§ **Given data**
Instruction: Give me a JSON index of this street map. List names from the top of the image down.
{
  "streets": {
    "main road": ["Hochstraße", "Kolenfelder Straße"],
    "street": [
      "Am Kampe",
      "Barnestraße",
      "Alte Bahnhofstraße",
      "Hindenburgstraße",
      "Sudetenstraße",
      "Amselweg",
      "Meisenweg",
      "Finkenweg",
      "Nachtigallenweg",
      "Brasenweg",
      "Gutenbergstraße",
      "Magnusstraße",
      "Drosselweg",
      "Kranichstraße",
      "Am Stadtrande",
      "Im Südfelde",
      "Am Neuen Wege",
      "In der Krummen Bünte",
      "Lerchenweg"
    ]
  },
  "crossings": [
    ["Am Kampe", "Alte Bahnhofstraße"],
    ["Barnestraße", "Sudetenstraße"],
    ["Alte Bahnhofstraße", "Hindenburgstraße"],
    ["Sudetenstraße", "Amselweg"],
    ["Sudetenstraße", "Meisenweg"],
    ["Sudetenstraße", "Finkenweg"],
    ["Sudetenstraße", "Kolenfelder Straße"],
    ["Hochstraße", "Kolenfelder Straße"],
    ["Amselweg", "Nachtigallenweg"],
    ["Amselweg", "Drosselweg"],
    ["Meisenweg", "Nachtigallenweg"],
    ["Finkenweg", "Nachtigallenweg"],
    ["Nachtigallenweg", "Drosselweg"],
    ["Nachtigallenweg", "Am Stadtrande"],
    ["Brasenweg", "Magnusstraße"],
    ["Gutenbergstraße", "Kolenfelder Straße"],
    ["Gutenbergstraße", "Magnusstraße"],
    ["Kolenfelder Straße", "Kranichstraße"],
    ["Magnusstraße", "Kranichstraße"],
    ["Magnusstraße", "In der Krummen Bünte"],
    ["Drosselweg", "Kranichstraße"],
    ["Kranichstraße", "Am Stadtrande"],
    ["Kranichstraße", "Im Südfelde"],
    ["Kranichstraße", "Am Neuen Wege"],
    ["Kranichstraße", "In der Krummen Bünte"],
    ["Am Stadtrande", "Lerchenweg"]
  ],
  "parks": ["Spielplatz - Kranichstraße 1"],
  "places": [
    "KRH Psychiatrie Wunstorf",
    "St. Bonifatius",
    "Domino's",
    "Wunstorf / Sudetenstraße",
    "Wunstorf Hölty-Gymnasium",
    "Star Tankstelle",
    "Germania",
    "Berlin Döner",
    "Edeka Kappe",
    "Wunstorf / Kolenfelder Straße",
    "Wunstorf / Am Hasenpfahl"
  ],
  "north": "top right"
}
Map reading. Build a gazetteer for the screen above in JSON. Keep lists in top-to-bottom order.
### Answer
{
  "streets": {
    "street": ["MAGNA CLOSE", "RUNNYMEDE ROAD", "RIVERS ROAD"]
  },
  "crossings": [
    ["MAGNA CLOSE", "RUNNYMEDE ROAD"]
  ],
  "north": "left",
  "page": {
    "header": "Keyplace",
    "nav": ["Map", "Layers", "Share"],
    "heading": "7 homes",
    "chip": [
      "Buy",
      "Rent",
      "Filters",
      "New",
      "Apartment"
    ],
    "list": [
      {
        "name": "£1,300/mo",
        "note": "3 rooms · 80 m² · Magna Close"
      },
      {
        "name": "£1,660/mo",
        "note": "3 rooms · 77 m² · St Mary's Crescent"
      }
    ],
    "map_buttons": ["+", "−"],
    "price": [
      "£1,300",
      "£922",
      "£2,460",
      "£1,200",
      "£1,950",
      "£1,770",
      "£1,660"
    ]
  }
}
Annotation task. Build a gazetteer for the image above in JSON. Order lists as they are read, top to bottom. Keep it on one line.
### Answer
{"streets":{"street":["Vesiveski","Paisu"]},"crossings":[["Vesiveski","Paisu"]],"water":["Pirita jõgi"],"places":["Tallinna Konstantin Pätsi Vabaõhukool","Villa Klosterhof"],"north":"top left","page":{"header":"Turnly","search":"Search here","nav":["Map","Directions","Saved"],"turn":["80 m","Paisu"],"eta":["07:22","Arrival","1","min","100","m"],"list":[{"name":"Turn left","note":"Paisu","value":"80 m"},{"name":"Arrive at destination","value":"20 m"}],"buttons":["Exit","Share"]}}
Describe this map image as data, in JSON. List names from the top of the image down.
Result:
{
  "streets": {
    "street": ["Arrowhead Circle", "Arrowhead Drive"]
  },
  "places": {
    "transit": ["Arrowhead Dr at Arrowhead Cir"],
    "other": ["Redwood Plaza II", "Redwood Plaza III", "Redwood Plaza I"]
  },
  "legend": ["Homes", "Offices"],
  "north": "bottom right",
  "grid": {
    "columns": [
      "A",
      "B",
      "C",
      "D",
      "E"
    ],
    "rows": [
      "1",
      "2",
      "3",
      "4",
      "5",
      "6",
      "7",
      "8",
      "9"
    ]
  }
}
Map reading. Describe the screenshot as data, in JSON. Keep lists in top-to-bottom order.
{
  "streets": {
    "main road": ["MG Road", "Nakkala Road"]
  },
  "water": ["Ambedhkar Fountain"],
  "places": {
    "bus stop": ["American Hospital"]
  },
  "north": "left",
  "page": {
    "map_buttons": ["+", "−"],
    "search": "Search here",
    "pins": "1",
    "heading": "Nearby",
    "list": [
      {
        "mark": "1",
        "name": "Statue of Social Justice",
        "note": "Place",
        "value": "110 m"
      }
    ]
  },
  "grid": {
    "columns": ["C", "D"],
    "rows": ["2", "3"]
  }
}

§ **Problem to solve**
The material shown above must be written out again in full, exactly as it reads.

§ **Solution for this problem**
Instruction: Give me a JSON index of this street map. List names from the top of the image down.
{
  "streets": {
    "main road": ["Hochstraße", "Kolenfelder Straße"],
    "street": [
      "Am Kampe",
      "Barnestraße",
      "Alte Bahnhofstraße",
      "Hindenburgstraße",
      "Sudetenstraße",
      "Amselweg",
      "Meisenweg",
      "Finkenweg",
      "Nachtigallenweg",
      "Brasenweg",
      "Gutenbergstraße",
      "Magnusstraße",
      "Drosselweg",
      "Kranichstraße",
      "Am Stadtrande",
      "Im Südfelde",
      "Am Neuen Wege",
      "In der Krummen Bünte",
      "Lerchenweg"
    ]
  },
  "crossings": [
    ["Am Kampe", "Alte Bahnhofstraße"],
    ["Barnestraße", "Sudetenstraße"],
    ["Alte Bahnhofstraße", "Hindenburgstraße"],
    ["Sudetenstraße", "Amselweg"],
    ["Sudetenstraße", "Meisenweg"],
    ["Sudetenstraße", "Finkenweg"],
    ["Sudetenstraße", "Kolenfelder Straße"],
    ["Hochstraße", "Kolenfelder Straße"],
    ["Amselweg", "Nachtigallenweg"],
    ["Amselweg", "Drosselweg"],
    ["Meisenweg", "Nachtigallenweg"],
    ["Finkenweg", "Nachtigallenweg"],
    ["Nachtigallenweg", "Drosselweg"],
    ["Nachtigallenweg", "Am Stadtrande"],
    ["Brasenweg", "Magnusstraße"],
    ["Gutenbergstraße", "Kolenfelder Straße"],
    ["Gutenbergstraße", "Magnusstraße"],
    ["Kolenfelder Straße", "Kranichstraße"],
    ["Magnusstraße", "Kranichstraße"],
    ["Magnusstraße", "In der Krummen Bünte"],
    ["Drosselweg", "Kranichstraße"],
    ["Kranichstraße", "Am Stadtrande"],
    ["Kranichstraße", "Im Südfelde"],
    ["Kranichstraße", "Am Neuen Wege"],
    ["Kranichstraße", "In der Krummen Bünte"],
    ["Am Stadtrande", "Lerchenweg"]
  ],
  "parks": ["Spielplatz - Kranichstraße 1"],
  "places": [
    "KRH Psychiatrie Wunstorf",
    "St. Bonifatius",
    "Domino's",
    "Wunstorf / Sudetenstraße",
    "Wunstorf Hölty-Gymnasium",
    "Star Tankstelle",
    "Germania",
    "Berlin Döner",
    "Edeka Kappe",
    "Wunstorf / Kolenfelder Straße",
    "Wunstorf / Am Hasenpfahl"
  ],
  "north": "top right"
}
Map reading. Build a gazetteer for the screen above in JSON. Keep lists in top-to-bottom order.
### Answer
{
  "streets": {
    "street": ["MAGNA CLOSE", "RUNNYMEDE ROAD", "RIVERS ROAD"]
  },
  "crossings": [
    ["MAGNA CLOSE", "RUNNYMEDE ROAD"]
  ],
  "north": "left",
  "page": {
    "header": "Keyplace",
    "nav": ["Map", "Layers", "Share"],
    "heading": "7 homes",
    "chip": [
      "Buy",
      "Rent",
      "Filters",
      "New",
      "Apartment"
    ],
    "list": [
      {
        "name": "£1,300/mo",
        "note": "3 rooms · 80 m² · Magna Close"
      },
      {
        "name": "£1,660/mo",
        "note": "3 rooms · 77 m² · St Mary's Crescent"
      }
    ],
    "map_buttons": ["+", "−"],
    "price": [
      "£1,300",
      "£922",
      "£2,460",
      "£1,200",
      "£1,950",
      "£1,770",
      "£1,660"
    ]
  }
}
Annotation task. Build a gazetteer for the image above in JSON. Order lists as they are read, top to bottom. Keep it on one line.
### Answer
{"streets":{"street":["Vesiveski","Paisu"]},"crossings":[["Vesiveski","Paisu"]],"water":["Pirita jõgi"],"places":["Tallinna Konstantin Pätsi Vabaõhukool","Villa Klosterhof"],"north":"top left","page":{"header":"Turnly","search":"Search here","nav":["Map","Directions","Saved"],"turn":["80 m","Paisu"],"eta":["07:22","Arrival","1","min","100","m"],"list":[{"name":"Turn left","note":"Paisu","value":"80 m"},{"name":"Arrive at destination","value":"20 m"}],"buttons":["Exit","Share"]}}
Describe this map image as data, in JSON. List names from the top of the image down.
Result:
{
  "streets": {
    "street": ["Arrowhead Circle", "Arrowhead Drive"]
  },
  "places": {
    "transit": ["Arrowhead Dr at Arrowhead Cir"],
    "other": ["Redwood Plaza II", "Redwood Plaza III", "Redwood Plaza I"]
  },
  "legend": ["Homes", "Offices"],
  "north": "bottom right",
  "grid": {
    "columns": [
      "A",
      "B",
      "C",
      "D",
      "E"
    ],
    "rows": [
      "1",
      "2",
      "3",
      "4",
      "5",
      "6",
      "7",
      "8",
      "9"
    ]
  }
}
Map reading. Describe the screenshot as data, in JSON. Keep lists in top-to-bottom order.
{
  "streets": {
    "main road": ["MG Road", "Nakkala Road"]
  },
  "water": ["Ambedhkar Fountain"],
  "places": {
    "bus stop": ["American Hospital"]
  },
  "north": "left",
  "page": {
    "map_buttons": ["+", "−"],
    "search": "Search here",
    "pins": "1",
    "heading": "Nearby",
    "list": [
      {
        "mark": "1",
        "name": "Statue of Social Justice",
        "note": "Place",
        "value": "110 m"
      }
    ]
  },
  "grid": {
    "columns": ["C", "D"],
    "rows": ["2", "3"]
  }
}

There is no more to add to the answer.